Keiran wrote:Jedi Master Spock wrote:Interesting, but side-tracking roundabout through velocity still isn't simple repetition.
True, my example posts probably weren't the best. But tell me this (near the end of the thread) doesn't sound familiar:
AVOGARDO wrote:If there would be another source of gravitation, it would sum up to a lightly changed pull. The pull of a source of gravitation would increase, the more its source get near to you (or you to it.) Thus you can determine the velocity throug the increasing force of the pull, if you assume, that the source doesn't change its own mass.
Sounds a lot like this?
AVOGARDO wrote:If the ship is travelling to you with a constant velocity, you can calculate this with the increasing gravitation, unless you think, it would loss its own mass while it is flying.
This is a scenario I had already proven false much earlier: "you don't know if it's a big object moving slowly or a small object moving quickly." You need more information than what he gives in the scenario.
And again, it boils down to the same thing. If you have the mass, you can get the distance and velocity; if you have the distance, you can get the mass and velocity, etc.
There's more to it than just that, given that each gravimeter is going to lump everything within detection range into one vector. You'll have a bunch of possible gravity well combinations that could match your readings, and the problem becomes trying to figure out which range of possibilities is close enough and which ranges to ignore.
I'll address this in a fresh thread, since there's clearly interest in discussing it further.
Hyperbole is not dishonesty, especially when the term "astrophysicist" can be used to describe a "scientist" who is an "accepted expert" on gravitons. (Somehow, I don't think undergrads count as accepted experts.)
Actually, hyperbole
is dishonesty. You're saying something that even you don't think to be true.
It is easy to imagine that the proper undergrad student could be considered someone worth listening to from AVOGARDO's statement. Or the lab assistant, the graduate student, a high school physics teacher, etc. He doesn't set very specific limits in his statement, while your reinterpretation
does.
My issue with what he said was the construct of "I'll also accept speculation from someone knowledgeable, but he must be a scientist and an accepted expert on gravitons, and he must not be an engineer" is nonsense if accepted at face value. The fact that he went into detail on requirements and made an exclusionary clause is very telling.

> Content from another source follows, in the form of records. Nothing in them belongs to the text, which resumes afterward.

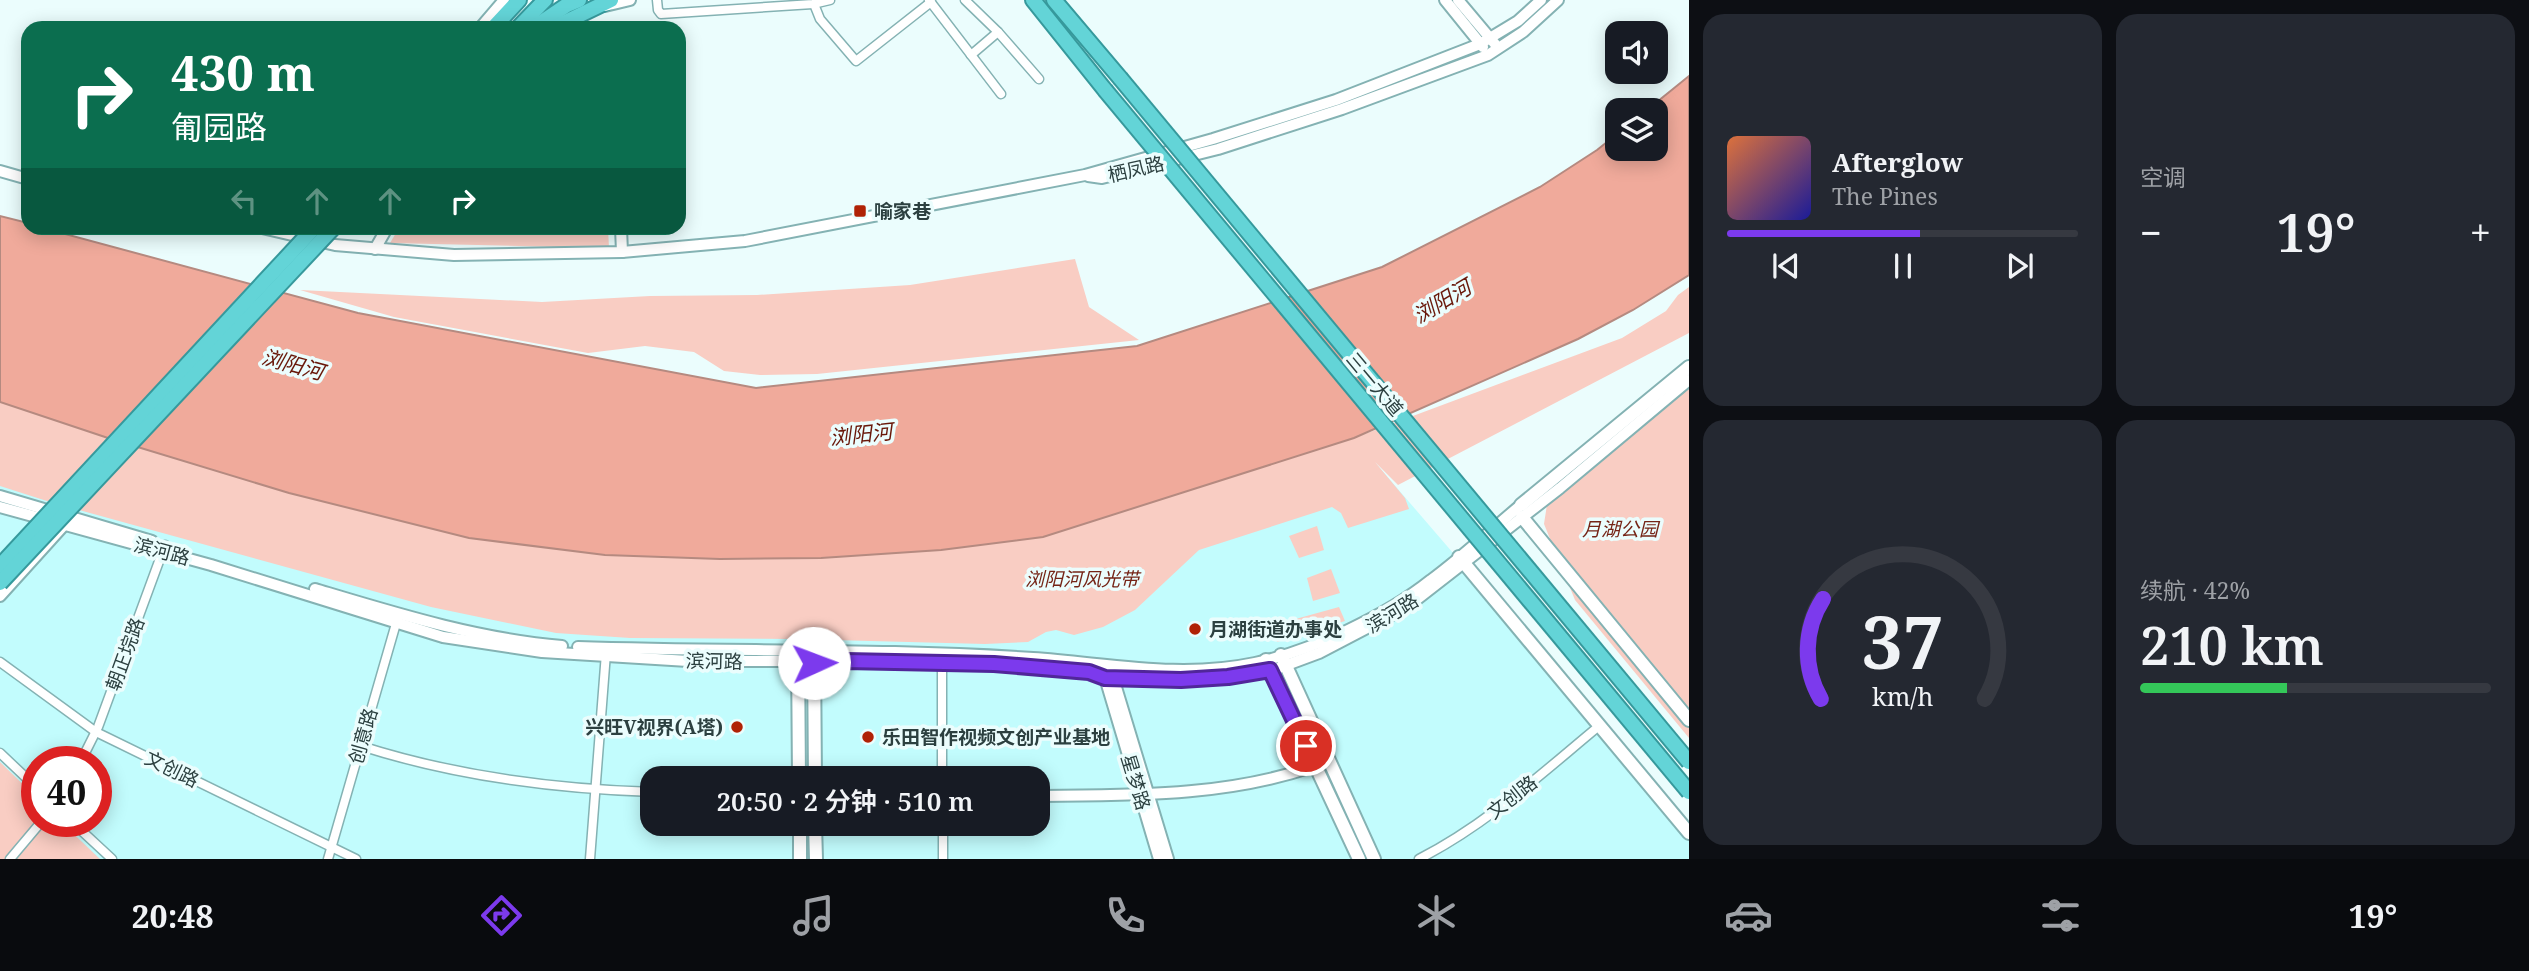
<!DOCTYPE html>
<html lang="zh">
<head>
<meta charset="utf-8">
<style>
	:root { --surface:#171b24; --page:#242831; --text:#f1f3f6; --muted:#9ea1a6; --line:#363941; --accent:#7c3aed }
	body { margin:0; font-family:"Noto Serif","Noto Sans SC",serif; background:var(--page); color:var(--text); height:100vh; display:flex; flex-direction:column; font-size:26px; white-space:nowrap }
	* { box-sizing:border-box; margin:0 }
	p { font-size:23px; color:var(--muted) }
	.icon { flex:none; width:38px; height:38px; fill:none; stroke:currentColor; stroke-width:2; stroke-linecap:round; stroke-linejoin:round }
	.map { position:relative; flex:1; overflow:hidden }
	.sheet { display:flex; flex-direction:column; gap:14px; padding:14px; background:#0d0f14; width:840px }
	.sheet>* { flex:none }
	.guide { position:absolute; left:21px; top:21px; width:665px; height:214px; border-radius:21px; box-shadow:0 4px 18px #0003; background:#0b6e4f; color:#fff; overflow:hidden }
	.tools { position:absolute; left:1605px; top:21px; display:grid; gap:14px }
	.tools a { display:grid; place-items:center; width:63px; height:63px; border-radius:14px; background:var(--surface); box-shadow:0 4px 18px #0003; font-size:35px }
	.speed { position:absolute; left:21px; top:746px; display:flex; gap:14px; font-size:35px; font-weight:700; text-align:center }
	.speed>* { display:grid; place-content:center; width:91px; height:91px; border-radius:50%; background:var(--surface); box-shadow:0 4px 18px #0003; line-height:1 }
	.speed .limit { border:10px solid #d22; background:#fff; color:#111 }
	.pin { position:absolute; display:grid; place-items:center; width:60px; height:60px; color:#fff; margin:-30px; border:4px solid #fff; border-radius:50%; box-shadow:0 2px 7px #0007 }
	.me { position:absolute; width:77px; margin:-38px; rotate:88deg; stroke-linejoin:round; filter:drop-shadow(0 0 5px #0008) }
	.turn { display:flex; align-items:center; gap:24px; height:147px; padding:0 35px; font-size:32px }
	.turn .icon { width:91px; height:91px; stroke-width:2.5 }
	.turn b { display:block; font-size:49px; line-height:60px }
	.lanes { display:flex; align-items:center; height:66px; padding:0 35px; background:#0003; justify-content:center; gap:35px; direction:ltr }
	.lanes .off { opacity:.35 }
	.big { font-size:52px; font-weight:600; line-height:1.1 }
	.sheet .widget { flex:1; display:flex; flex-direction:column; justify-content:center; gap:10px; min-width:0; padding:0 24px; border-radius:21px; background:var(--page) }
	.sheet .dial { align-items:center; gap:0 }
	.dial svg { height:182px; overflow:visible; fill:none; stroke:var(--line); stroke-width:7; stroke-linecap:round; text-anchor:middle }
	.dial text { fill:var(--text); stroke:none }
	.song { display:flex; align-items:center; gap:21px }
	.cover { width:84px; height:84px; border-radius:10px; background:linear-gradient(135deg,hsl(20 70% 55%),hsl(240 70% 35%)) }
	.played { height:7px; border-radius:4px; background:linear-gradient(90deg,var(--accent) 55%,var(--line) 55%) }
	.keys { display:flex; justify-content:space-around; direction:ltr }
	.heat { display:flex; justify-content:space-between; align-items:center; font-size:38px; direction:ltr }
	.charge { height:10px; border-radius:5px; background:linear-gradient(90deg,#34c759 42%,var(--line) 0) }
	.sheet .tiles { flex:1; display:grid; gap:14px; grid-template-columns:repeat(2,1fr) }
	.trip { position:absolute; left:640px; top:766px; width:410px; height:70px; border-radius:21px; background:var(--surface); box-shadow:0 4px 18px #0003; font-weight:600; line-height:70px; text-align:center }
	.menu { display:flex; height:112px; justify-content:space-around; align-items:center; background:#090b0e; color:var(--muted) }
	.menu .icon { width:49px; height:49px }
	.menu .selected { color:var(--accent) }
	.menu b { font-size:32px; color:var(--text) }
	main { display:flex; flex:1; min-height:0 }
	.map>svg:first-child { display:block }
</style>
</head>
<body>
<main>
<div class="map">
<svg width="1689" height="859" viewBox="0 0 1689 859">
	<rect width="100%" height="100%" fill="#ebfdfd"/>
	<path fill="#c2fcfd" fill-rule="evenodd" d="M 0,402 L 108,438 L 289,493 L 469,538 L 605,555 L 720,559 L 821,558 L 1160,498 L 1354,438 L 1689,827 L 1689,859 L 0,859 ZM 37,761 L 96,761 L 96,821 L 37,821 ZM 653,779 L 1038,779 L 1038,824 L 653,824 Z"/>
	<g fill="#f9cdc3">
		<path d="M 399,228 L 608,228 L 609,248 L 390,243 Z"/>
		<path d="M 1075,259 L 1089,307 L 1139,340 L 817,374 L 760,375 L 724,371 L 694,352 L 645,346 L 588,353 L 394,317 L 300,290 L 542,302 L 650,296 L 757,295 L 910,285 Z"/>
		<path d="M 1689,287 L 1689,333 L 1398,485 L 1375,462 L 1405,498 L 1409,509 L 1348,528 L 1341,513 L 1332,507 L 1199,550 L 1135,610 L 1103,627 L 1074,635 L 1056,630 L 1046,632 L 1028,642 L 985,644 L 794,639 L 630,638 L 556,633 L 431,607 L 50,502 L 0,486 L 0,402 L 108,438 L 289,493 L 720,559 L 821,558 L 1160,498 L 1238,475 L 1354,438 L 1622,338 L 1666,311 L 1678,295 Z"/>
		<path d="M 1689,384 L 1689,738 L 1575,600 L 1544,524 L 1548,498 Z"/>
		<path d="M 1317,526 L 1324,550 L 1299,558 L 1289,536 Z"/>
		<path d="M 1331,569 L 1340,593 L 1313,601 L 1307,578 Z"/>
		<path d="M 1339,607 L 1345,621 L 1277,642 L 1274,625 Z"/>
		<path d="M 0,762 L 37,798 L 37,821 L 60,821 L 100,859 L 0,859 Z"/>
	</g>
	<path fill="#f0aa9b" stroke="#b58a80" stroke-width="2" d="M 1689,76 L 1689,275 L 1633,310 L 1578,339 L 1354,438 L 1043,537 L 941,550 L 821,558 L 720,559 L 605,555 L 469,538 L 289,493 L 108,438 L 0,402 L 0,216 L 28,223 L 28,228 L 43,228 L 358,313 L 756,388 L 1137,346 L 1382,267 L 1540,187 L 1597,150 L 1617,134 L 1617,149 L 1656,149 L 1656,110 L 1647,110 Z"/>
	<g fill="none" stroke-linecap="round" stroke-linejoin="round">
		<defs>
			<g id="minor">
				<path d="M 657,0 L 658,10 L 661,14 L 813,4 L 830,0"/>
				<path d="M 929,0 L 1001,94"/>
				<path d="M 965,0 L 998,32 L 1039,79"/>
				<path d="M 814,4 L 820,19 L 856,61 L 931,2"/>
				<path d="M 971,55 L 998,32"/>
				<path d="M 942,659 L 942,779"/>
				<path d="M 0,662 L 96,732 L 356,859"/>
				<path d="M 361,746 C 455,776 554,789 653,792"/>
				<path d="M 0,753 L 37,788"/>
				<path d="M 81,761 L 98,727 L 165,545"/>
				<path d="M 71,821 L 112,859"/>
				<path d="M 943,824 L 943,859"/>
				<path d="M 10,859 L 42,821"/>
				<path d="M 328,859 L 397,620"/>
				<path d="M 590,859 L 606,653"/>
				<path d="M 1419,859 C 1486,825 1542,773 1599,726"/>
			</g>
			<g id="tertiary">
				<path d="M 1445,0 L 1483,47"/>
				<path d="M 1458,0 L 1495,44"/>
				<path d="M 605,6 L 630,0"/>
				<path d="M 480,28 L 504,0"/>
				<path d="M 0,171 L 28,179"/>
				<path d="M 1088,176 L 1102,178 L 1218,149 L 1342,109 L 1488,55 L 1523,32 L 1558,0"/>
				<path d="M 262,228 L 335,245 L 454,255 L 622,252 L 745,241 L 1085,175 L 1213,139 L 1336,100 L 1480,44 L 1518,21 L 1541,0"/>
				<path d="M 621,228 L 622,252"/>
				<path d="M 375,249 L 387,228"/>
				<path d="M 0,496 L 152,541"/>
				<path d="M 0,507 L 211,565 L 443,637 L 542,652 L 688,661 L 845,661 L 994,664 L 1089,672 L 1105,678 L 1181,680 L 1228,677 L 1276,669 L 1319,653 L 1407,607 L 1560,488 L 1689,380"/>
				<path d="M 315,589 C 395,613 478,639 562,646"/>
				<path d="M 0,596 L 66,523"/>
				<path d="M 578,647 C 729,652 882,648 1033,658 C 1108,663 1180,679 1255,663 C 1311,651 1386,616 1431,580 C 1462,557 1491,530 1521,505"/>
				<path d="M 1103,671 L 1159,859"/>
				<path d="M 1112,674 L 1168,859"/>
				<path d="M 1038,796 C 1132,795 1225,797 1315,766"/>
			</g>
			<g id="secondary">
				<path d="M 1521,505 L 1689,367"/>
				<path d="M 1522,517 L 1689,720"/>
				<path d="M 1459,557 L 1689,833"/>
				<path d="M 798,652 L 799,779"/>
				<path d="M 814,652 L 815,779"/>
				<path d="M 1281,655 L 1374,859"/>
				<path d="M 1266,660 L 1359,859"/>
				<path d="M 800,824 L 800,859"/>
				<path d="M 815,824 L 816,859"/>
			</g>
			<g id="trunk">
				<path d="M 1033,0 L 1105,90"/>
				<path d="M 1054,0 L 1120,78"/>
				<path d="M 493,28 L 519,0"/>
				<path d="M 518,28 L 545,0"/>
				<path d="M 533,28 L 567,5 L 579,0"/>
				<path d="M 553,28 L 611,0"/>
			</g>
		</defs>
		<use href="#minor" stroke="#84b2b3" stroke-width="11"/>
		<use href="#tertiary" stroke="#84b2b3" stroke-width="14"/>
		<use href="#secondary" stroke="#84b2b3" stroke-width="16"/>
		<use href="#trunk" stroke="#36999c" stroke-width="18"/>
		<use href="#minor" stroke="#fff" stroke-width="8"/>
		<use href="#tertiary" stroke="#fff" stroke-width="10"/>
		<use href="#secondary" stroke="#fff" stroke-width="12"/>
		<use href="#trunk" stroke="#63d4d7" stroke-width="14"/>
		<defs>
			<g id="trunk-bridge">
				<path d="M 1120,78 L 1689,762"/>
				<path d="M 1105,90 L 1689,792"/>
				<path d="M 0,566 L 314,228"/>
				<path d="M 0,583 L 333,228"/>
			</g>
		</defs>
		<use href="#trunk-bridge" stroke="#36999c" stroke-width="18" stroke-linecap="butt"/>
		<use href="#trunk-bridge" stroke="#63d4d7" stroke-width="14"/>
	</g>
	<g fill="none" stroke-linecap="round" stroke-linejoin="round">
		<defs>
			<path id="route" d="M 814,663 L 845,661 L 994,664 L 1089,672 L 1105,678 L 1181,680 L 1228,677 L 1270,670 L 1306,746"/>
		</defs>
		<use href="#route" stroke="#51269a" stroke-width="18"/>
		<use href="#route" stroke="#7c3aed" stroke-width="12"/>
	</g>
	<g fill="#b02206" stroke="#ebfdfd" stroke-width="2.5">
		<rect x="853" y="204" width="14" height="14" rx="3.5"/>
		<circle cx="1195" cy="629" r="7"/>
		<circle cx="737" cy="727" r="7"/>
		<circle cx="868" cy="737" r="7"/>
	</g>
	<g text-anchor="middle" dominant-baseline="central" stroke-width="7" stroke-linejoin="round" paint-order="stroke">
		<g font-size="19" fill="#2c4040" stroke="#ebfdfd">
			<text transform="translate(1136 169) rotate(-13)">栖凤路</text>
			<text transform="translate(1375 384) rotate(50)">三一大道</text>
			<text transform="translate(162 551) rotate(15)">滨河路</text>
			<text transform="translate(1392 613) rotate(-31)">滨河路</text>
			<text transform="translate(125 654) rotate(-70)">朝正垸路</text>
			<text transform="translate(714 661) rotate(1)">滨河路</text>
			<text transform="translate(363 736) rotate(-74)">创意路</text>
			<text transform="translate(172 769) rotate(26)">文创路</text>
			<text transform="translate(1136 782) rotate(73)">星梦路</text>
			<text transform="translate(1512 797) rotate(-38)">文创路</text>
		</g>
		<g font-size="19" font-weight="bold" fill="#2c4040" stroke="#ebfdfd" text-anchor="start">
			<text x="874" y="211">喻家巷</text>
			<text x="1209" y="629">月湖街道办事处</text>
			<text x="723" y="727" text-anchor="end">兴旺V视界(A塔)</text>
			<text x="882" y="737">乐田智作视频文创产业基地</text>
		</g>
		<g font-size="19" font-style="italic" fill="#752416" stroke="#ebfdfd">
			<text x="1620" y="529">月湖公园</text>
			<text x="1082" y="579">浏阳河风光带</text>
		</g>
		<g font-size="21" font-style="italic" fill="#69180a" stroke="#ebfdfd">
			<text transform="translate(1442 301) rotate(-31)">浏阳河</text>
			<text transform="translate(293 364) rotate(15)">浏阳河</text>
			<text transform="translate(861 434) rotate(-6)">浏阳河</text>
		</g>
	</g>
</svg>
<div class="tools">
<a><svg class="icon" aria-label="sound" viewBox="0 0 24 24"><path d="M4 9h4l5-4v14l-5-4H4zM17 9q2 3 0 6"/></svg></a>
<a><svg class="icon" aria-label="layers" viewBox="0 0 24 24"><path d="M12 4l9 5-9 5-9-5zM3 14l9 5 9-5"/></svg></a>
</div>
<div class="speed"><div class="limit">40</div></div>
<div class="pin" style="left:1306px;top:746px;background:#d93025"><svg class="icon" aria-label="arrive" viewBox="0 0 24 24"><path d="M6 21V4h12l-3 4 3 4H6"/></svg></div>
<svg class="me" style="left:814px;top:663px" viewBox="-20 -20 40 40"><circle r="19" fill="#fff"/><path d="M0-13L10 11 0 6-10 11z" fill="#7c3aed"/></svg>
<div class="trip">20:50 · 2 分钟 · 510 m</div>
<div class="guide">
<div class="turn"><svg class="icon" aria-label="right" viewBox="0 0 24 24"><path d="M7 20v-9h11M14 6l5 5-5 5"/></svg><div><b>430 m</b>匍园路</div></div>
<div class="lanes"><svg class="icon off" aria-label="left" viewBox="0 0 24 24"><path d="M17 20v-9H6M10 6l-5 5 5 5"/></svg><svg class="icon off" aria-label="ahead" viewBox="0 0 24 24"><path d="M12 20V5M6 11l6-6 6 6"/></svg><svg class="icon off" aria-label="ahead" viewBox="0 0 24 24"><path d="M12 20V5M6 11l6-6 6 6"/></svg><svg class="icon" aria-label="right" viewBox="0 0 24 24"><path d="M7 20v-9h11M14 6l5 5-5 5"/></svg></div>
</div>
</div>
<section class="sheet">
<div class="tiles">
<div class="widget">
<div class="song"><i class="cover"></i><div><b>Afterglow</b><p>The Pines</p></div></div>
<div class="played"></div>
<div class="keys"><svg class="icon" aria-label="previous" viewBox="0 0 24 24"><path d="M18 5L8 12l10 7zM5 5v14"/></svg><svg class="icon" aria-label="pause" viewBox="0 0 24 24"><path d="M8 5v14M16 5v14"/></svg><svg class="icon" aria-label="next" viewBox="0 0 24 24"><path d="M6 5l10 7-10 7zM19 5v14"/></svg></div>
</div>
<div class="widget"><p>空调</p>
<div class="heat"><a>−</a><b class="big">19°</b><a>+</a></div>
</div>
<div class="widget dial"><svg viewBox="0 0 100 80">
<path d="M14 69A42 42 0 1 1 86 69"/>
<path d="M14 69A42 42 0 0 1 15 25" stroke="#7c3aed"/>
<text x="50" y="56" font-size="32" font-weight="700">37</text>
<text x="50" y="72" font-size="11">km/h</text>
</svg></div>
<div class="widget"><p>续航 · 42%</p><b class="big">210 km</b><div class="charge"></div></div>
</div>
</section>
</main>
<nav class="menu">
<b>20:48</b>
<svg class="icon selected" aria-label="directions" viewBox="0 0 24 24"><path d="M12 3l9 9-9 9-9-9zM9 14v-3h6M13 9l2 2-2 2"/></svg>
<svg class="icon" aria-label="music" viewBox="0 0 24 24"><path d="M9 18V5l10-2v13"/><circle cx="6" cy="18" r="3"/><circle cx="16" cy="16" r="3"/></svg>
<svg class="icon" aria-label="phone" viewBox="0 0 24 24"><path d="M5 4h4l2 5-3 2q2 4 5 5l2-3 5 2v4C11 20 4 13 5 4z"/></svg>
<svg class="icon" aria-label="climate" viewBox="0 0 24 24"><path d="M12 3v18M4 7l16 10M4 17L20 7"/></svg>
<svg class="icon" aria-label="car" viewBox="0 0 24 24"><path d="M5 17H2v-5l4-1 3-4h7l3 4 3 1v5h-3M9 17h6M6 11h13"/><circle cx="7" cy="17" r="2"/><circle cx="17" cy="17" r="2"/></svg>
<svg class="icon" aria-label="filters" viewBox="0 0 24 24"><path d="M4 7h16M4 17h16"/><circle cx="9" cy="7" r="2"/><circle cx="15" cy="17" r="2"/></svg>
<b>19°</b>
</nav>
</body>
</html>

See... he didn't say that they
must be a scientist. He would definitely accept one from an appropriate scientist, but as he angrily pointed out, "even" is not the same as "only." Even the scientist need not be an astrophysicist - I pointed out that all sorts of other scientists can qualify under the explanation. To judge by what was actually
said is to clearly exonerate him of the charge of lying; the only thing present is a disagreement between you and him on what he "really meant" when he said it.
Actually, he's way off. (As was your estimation. Check your math: intensity is reduced by the square of distance.
Not at all. I pointed out that Mars was apparently an exaggeration, and that the Moon would have been a more appropriate reference (and it is). As I indicated, snowflakes vary quite wildly in size, and the minimum threshold for detection is lower than the typical signal received and resolved from background noise.
He was using it as evidence for his claim. It was fallacious. And considering the differences between a radio telescope and a gravimeter, he's still way off.
So why not point that out instead? Why try to hang your hat on a resolution claim that you're not even sure of yourself?
The burden of proof was not on us to calculate the answer for him.
And this has what? He was challenged to produce evidence from somewhere else to support his assertions of radio telescope resolution, and he linked to a site that gives you fairly precise technical specifications of a modern radio telescope after telling you that his original statement was a bit hyperbolic and overblown (and if you'd actually read through the website he provided, you would have had those technical specifications on hand to talk about the resolution.) What's wrong with that?